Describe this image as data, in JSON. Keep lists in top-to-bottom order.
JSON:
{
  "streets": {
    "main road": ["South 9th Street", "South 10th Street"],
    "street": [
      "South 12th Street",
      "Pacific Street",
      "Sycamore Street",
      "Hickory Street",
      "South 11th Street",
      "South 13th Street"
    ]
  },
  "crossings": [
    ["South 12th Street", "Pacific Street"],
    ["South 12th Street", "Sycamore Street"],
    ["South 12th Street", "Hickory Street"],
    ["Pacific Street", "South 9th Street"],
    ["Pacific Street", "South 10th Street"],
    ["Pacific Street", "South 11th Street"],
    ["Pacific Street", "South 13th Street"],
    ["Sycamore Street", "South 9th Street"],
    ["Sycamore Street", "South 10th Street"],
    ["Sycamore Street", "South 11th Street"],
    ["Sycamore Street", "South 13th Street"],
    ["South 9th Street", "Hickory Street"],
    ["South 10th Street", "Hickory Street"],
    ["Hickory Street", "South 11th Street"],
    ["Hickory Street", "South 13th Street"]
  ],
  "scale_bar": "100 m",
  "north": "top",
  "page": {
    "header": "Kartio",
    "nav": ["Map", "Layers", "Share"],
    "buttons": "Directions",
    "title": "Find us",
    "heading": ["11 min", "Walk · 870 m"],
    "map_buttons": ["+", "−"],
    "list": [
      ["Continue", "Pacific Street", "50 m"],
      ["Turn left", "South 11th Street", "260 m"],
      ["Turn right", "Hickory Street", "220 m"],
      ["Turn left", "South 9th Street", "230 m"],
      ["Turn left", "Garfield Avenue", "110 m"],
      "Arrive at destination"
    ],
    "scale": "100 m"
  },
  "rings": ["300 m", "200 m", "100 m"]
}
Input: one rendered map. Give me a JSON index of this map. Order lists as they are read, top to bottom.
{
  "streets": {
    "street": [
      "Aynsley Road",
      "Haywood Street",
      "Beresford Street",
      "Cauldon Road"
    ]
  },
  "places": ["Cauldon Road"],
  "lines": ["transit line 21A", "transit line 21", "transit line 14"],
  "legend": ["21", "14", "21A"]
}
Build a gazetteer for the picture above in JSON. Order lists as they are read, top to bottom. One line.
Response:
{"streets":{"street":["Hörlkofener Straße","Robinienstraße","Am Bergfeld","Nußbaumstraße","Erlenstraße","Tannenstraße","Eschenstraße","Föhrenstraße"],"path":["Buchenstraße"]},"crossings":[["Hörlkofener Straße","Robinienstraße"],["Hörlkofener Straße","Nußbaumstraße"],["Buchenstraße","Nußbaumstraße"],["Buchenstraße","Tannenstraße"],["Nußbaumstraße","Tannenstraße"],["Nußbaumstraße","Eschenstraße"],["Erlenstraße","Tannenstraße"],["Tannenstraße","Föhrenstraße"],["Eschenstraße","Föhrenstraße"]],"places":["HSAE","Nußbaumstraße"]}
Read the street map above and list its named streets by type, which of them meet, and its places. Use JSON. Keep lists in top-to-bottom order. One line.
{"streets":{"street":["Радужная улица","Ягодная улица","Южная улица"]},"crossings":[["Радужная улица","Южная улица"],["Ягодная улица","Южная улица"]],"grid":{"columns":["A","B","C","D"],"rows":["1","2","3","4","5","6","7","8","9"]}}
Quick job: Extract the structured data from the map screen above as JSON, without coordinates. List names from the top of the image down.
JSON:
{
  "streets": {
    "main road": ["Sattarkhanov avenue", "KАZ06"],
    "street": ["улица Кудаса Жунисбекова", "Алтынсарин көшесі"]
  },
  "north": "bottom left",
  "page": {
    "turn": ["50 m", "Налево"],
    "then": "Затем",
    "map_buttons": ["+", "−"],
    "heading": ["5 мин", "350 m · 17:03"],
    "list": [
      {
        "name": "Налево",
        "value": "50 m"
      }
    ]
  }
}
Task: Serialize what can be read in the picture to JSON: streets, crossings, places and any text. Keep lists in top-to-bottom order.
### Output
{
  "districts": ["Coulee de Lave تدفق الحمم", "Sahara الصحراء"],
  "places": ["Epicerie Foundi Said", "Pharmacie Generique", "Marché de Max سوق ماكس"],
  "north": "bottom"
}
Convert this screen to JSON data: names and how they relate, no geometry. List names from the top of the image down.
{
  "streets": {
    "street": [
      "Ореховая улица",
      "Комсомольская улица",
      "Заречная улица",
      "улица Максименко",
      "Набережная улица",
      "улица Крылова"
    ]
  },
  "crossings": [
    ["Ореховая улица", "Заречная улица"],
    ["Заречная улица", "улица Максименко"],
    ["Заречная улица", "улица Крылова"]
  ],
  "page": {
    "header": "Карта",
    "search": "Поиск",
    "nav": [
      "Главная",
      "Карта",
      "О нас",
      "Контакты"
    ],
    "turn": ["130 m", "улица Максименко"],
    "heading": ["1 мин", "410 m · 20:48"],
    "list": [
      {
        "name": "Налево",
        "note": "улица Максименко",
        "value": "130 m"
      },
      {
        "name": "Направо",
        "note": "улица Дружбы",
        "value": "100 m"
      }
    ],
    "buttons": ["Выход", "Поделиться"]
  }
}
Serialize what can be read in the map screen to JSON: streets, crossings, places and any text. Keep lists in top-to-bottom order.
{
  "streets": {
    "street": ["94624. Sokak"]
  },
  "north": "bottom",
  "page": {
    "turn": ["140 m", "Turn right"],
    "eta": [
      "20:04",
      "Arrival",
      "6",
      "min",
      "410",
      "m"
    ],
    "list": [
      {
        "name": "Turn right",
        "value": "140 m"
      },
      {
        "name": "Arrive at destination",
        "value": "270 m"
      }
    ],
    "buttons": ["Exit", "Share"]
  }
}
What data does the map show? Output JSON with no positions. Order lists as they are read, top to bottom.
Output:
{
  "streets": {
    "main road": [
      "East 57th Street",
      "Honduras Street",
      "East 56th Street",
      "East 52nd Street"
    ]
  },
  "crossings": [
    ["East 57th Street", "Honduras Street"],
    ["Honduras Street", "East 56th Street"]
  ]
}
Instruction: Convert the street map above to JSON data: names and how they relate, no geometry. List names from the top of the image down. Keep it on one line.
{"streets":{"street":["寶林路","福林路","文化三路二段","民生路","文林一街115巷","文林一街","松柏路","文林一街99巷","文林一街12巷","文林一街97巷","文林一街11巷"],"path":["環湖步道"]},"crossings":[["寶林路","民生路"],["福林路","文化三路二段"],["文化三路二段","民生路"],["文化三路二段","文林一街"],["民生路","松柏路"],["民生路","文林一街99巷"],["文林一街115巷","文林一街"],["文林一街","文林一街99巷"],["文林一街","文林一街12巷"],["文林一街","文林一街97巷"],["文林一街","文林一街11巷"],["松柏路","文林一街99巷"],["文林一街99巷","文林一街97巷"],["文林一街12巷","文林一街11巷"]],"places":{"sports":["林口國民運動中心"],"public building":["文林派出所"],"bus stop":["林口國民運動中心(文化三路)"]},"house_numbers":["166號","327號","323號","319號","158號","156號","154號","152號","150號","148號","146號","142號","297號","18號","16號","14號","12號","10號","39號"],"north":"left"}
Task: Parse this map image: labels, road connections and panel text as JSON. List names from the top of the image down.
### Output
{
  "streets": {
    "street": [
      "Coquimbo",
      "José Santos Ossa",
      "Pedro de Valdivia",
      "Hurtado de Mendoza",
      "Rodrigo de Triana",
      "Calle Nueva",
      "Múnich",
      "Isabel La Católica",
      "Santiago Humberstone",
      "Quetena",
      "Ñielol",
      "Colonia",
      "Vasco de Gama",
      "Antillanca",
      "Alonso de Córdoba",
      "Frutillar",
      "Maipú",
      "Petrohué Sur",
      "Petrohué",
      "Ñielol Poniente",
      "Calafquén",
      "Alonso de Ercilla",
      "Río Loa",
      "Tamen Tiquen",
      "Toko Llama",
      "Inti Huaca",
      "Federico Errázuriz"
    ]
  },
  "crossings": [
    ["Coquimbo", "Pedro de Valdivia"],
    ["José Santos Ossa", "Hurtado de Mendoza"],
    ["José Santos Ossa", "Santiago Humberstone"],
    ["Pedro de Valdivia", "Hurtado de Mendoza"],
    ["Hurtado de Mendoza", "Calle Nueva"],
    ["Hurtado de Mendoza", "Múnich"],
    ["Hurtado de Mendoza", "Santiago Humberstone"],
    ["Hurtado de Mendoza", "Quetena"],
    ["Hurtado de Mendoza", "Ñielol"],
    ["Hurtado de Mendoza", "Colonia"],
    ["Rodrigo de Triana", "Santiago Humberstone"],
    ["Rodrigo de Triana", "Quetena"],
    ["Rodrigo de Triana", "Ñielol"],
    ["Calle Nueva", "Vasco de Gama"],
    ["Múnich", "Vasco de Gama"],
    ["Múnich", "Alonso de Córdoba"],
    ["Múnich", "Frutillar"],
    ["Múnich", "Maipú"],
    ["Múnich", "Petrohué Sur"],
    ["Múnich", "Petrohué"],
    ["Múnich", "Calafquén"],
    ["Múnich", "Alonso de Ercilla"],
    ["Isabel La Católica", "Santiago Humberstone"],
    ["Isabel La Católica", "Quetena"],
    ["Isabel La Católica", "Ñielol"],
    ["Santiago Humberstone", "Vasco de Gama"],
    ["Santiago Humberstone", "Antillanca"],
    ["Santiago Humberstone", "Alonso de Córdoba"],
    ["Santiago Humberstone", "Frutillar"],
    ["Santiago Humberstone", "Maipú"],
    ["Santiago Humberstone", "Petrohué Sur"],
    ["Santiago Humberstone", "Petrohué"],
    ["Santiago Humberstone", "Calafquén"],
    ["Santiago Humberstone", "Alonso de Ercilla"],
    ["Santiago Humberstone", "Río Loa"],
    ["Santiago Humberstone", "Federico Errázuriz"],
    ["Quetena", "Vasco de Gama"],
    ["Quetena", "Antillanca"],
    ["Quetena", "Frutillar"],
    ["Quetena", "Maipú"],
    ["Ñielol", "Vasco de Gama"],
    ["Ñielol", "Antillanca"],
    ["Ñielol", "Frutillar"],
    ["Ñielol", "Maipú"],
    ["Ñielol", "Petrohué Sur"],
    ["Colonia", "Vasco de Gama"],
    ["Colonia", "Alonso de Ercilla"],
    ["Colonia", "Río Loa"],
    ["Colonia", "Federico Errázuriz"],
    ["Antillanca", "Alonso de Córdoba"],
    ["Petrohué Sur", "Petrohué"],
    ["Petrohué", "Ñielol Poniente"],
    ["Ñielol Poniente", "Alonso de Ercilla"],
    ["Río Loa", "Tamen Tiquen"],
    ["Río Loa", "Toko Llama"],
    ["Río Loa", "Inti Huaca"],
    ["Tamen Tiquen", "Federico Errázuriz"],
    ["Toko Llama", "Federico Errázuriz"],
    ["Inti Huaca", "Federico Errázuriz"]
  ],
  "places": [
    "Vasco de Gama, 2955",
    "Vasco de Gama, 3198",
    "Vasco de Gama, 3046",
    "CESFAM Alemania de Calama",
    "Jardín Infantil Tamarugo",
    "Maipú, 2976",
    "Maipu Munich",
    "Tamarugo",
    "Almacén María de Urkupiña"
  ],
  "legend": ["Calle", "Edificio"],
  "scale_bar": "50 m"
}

|---|

* **Exercise requirements**
In the records above, how many lines contain the word "Gama"? State only the number.

* **Completed task**
10